** What you need to do **
Your answer is every line of the material below in which the string "Keep" occurs.

** Data for processing **
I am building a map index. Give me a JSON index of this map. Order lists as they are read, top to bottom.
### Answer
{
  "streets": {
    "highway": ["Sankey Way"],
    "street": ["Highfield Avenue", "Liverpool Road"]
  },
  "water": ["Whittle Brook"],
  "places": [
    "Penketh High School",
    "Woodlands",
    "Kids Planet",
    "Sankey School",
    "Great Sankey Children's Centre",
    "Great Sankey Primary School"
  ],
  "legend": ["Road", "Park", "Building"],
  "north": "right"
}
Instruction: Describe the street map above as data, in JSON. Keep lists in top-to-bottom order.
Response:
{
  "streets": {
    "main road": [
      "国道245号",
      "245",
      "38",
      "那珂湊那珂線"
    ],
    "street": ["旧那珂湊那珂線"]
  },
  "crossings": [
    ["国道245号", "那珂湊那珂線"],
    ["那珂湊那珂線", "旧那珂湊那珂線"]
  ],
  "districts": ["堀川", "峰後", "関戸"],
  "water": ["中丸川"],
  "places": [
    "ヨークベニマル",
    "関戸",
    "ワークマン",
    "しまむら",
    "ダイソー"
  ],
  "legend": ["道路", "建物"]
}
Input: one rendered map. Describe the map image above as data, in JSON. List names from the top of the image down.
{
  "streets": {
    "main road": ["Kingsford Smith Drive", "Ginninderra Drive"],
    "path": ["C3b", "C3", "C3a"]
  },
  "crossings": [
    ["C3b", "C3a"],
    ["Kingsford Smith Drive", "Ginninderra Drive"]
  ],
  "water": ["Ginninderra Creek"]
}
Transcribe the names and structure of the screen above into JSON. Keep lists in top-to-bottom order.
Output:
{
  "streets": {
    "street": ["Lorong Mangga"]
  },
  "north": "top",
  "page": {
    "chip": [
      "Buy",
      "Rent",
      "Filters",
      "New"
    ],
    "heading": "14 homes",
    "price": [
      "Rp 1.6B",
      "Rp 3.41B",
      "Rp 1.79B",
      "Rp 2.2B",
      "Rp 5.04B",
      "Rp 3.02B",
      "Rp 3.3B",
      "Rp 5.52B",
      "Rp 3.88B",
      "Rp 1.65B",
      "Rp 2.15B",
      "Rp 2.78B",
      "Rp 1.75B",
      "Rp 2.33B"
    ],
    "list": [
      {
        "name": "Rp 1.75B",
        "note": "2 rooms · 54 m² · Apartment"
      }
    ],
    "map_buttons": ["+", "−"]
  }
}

** Reply to the exercise **
Instruction: Describe the street map above as data, in JSON. Keep lists in top-to-bottom order.
Transcribe the names and structure of the screen above into JSON. Keep lists in top-to-bottom order.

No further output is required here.